Pandas is a great tool for displaying data from Python. You give it arrays of data, and it can display, summarise, group, print and plot. It is used for the simplest data, up to data analysts processing megabytes of data.
There is a lot of good information about getting started with Pandas, and how you can do advanced things with Pandas. I did the Pandas 101 level of reading, I struggled with the next step, so my notes for the 102 level of reading are below. Knowing that something can be done means you can go and look for it. If you look but cannot find, it may be that you are using the wrong search arguments, or there is no information on it.
Working with data
I’ve been working with “flat files” on z/OS. For example the output of DCOLLECT which is information about dataset etc from SMS.
One lesson I learned was you should isolate the extraction from the processing (except for trivial amounts of data). Extracting data from flat files can be expensive, and take a long time, for example it may include conversion from EBCDIC to ASCII. It is better to capture the data from the flat file in python variables, then write the data to disk using JSON, or pickle (Python object serialisation). As a separate step read the data into memory from your saved file, then do your data processing work, with pandas, or other tools.
Feeding data into Pandas
The work I’ve done has been two dimensional, rows and columns; you can have multi dimensional.

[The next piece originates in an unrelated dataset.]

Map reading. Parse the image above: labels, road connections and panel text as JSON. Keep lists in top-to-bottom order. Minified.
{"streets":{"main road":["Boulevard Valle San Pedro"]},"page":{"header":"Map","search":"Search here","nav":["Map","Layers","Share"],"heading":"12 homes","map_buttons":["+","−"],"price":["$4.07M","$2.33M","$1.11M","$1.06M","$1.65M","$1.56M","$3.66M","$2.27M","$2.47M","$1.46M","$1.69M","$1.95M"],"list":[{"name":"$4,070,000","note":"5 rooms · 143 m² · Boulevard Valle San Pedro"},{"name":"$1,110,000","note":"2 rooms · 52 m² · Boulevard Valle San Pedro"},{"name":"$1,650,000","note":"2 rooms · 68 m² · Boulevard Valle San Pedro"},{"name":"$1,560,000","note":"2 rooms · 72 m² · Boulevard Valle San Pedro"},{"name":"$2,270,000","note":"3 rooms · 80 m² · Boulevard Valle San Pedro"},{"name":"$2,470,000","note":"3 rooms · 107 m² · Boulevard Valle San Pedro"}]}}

You can use a list of dictionaries(dicts), or dict of list:
# a dict of lists
datad = {"dsn":["ABC","DEF"],
"volser":["SYSRES","USER02"]}
pdd = pd.DataFrame(datal)
# a list of dicts
datal = [{"dsn":"ABC","volser":"SYSRES"},
{"dsn":"DEF","volser":"USER02S"},
]
pdl = pd.DataFrame.from_records(datal)
Processing data like pdd = pd.DataFrame(datal) creates a pandas data frame. You take actions on this data frame. You can create other data frames from an original data fram, for example with a subset of the rows and columns.
I was processing a large dataset of data, and found it easiest to create a dict for each row of data, and then accumulate each row as a list. Before I used Pandas, I had just printed out each row. I do not know which performs better. Someone else used a dict of lists, and appended each row’s data to the “dsn” or “volser” list.
What can you do with it?
The first thing is to print it. Once the data is in Pandas you can use either of pdd or pdl above.
print(pdd)
gave
dsn volser
0 ABC SYSRES
1 DEF USER02S
Where the 0, 1 are the row numbers of the data.
With my real data I got
DSN ... AllocSpace
0 SYS1.VVDS.VA4RES1 ... 1660
1 SYS1.VTOCIX.A4RES1 ... 830
2 CBC.SCCNCMP ... 241043
3 CBC.SCLBDLL ... 885
4 CBC.SCLBDLL2 ... 996
.. ... ... ...
93 SYS1.SERBLPA ... 498
94 SYS1.SERBMENU ... 277
95 SYS1.SERBPENU ... 17652
96 SYS1.SERBT ... 885
97 SYS1.SERBTENU ... 332
[98 rows x 7 columns]
The data was formatted to match my window size. With a larger window I got more columns.
You can change this by using
pd.set_option('display.max_rows', 500)
pd.set_option('display.max_columns', 500)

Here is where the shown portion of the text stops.